# Lab 6: Othello

This assignment assumes that you have read up through Chapter 6. Please bring your book to lab, as you will need it as a reference. Each lab assignment is more work than the previous one, so get started early.

The objectives for this assignment are for you to:

• Demonstrate mastery of using arrays.
• Get more practice in decomposing programs into small functions.
• Learn about basic algorithms for sorting and game playing.
• ## Getting Started

As in the previous lab, start by creating a directory just for this assignment, and changing to that directory:
```mkdir cse20211/lab6
cd cse20211/lab6
```

## Part 1: Othello

Write a program (othello.c) that allows two human players to play the game of Othello by taking turns. The computer should keep track of the contents of the board, prevent either player from making illegal moves, and declare a winner (or a tie) when the game is done.

### The Rules

Othello is a traditional board game played with pieces that have black (X) on one side, and white (O) on the other.

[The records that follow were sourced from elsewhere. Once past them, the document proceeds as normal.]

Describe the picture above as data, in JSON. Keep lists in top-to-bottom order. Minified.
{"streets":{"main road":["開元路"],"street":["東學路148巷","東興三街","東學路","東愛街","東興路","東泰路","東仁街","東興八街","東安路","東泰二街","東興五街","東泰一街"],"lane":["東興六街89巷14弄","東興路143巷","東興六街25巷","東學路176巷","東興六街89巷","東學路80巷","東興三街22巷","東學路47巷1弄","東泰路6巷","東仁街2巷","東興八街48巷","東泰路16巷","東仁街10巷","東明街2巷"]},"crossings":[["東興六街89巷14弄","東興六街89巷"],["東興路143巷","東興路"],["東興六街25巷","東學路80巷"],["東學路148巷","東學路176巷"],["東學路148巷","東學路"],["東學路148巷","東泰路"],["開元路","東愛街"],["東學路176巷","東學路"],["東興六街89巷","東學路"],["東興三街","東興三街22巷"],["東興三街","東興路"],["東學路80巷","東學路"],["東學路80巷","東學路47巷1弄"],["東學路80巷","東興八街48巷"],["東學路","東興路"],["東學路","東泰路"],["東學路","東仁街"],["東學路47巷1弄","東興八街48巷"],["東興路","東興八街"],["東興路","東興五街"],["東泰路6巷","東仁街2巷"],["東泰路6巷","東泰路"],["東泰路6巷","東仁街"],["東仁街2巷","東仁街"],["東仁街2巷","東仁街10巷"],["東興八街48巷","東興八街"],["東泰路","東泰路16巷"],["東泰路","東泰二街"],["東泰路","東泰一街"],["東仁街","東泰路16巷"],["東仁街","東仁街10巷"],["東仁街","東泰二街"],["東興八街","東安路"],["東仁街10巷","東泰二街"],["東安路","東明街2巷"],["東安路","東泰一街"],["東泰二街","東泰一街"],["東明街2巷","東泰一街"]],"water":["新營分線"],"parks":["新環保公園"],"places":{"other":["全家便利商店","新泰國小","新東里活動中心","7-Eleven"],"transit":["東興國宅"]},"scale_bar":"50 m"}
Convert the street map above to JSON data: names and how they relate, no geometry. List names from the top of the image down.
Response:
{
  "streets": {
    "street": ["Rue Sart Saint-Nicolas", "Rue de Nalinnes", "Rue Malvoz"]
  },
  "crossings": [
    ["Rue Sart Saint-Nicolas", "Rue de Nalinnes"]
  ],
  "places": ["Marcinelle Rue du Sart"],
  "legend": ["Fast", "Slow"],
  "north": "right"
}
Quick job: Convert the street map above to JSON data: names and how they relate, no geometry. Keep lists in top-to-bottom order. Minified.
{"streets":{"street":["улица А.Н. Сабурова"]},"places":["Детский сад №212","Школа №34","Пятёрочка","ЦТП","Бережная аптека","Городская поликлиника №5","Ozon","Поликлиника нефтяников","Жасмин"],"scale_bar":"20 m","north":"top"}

There are several variations on the game, but we will play with the following rules:
• Regardless of the size of the board, the game begins with this configuration at the middle of the board:
```. . . .
. X O .
. O X .
. . . .
```
• Player X goes first.
• Players take turns placing one piece onto the board, until it is full.
• Each piece must be played adjacent -- horizontally, vertically, or diagonally -- to another piece on the board.
• Any pieces of the opposing color in any straight line that ends in the newly-placed piece and another piece of the same color are flipped to become the other color.
• The player with the most pieces on the board at the end of the game wins. An equal number of pieces indicates a tie.
• ### Example

Here are the first few moves in a game with BOARD_SIZE=4:
```% ./othello

starting board:

0 1 2 3
0 . . . .
1 . X O .
2 . O X .
3 . . . .

player X moves: 2 0

0 1 2 3
0 . . X .
1 . X X .
2 . O X .
3 . . . .

player O moves: 3 0

0 1 2 3
0 . . X O
1 . X O .
2 . O X .
3 . . . .

player X moves: 0 2

0 1 2 3
0 . . X O
1 . X O .
2 X X X .
3 . . . .

player O moves: 1 0

0 1 2 3
0 . O O O
1 . X O .
2 X X X .
3 . . . .
```
Your program must define a constant BOARD_SIZE at the beginning, and use it throughout, so that your code works for a board of any size. We suggest that you use a small board size when initially writing your code, so that it is easy to check for illegal moves, winning conditions, and so forth. However, you should test with varying board sizes, and then set BOARD_SIZE to the standard size of 8 before turning in.

Use functions extensively. Define a function to display the board, to obtain the input, to check if a move is valid, etc etc. A correct program should consist of a number of short functions of no more than 5-10 lines each, all combined in simple ways. If any one function fills the screen, then it is time to break it up into pieces.

## Part 2: Computer Opponent

(Part 2 is worth 10% of the overall assignment.)

Copy your two-player code from othello.c to computer.c. Modify the program so that it allows one human player to play against an automatic computer player. For partial credit on this section, implement a computer player that always picks a valid (if not ideal) move. For full credit on this section, implement a computer player that always picks that move that flips over the most pieces.

(A really clever computer player would look many moves ahead by using the Minimax algorithm. You don't have to be that clever (yet).)

## Turning In

Please review the general instructions for lab reports.

Turn in othello.c, computer.c, and report.txt. Your lab report should explain the final part of the assignment, explaning how it works from the user perspective, how the program works internally, and how you verified that the output of the program is correct.

## Turning In

This assignment is due on Monday, October 28th Tuesday, October 29th at noon. Late assignments are not accepted.

Please review the general instructions for turning in.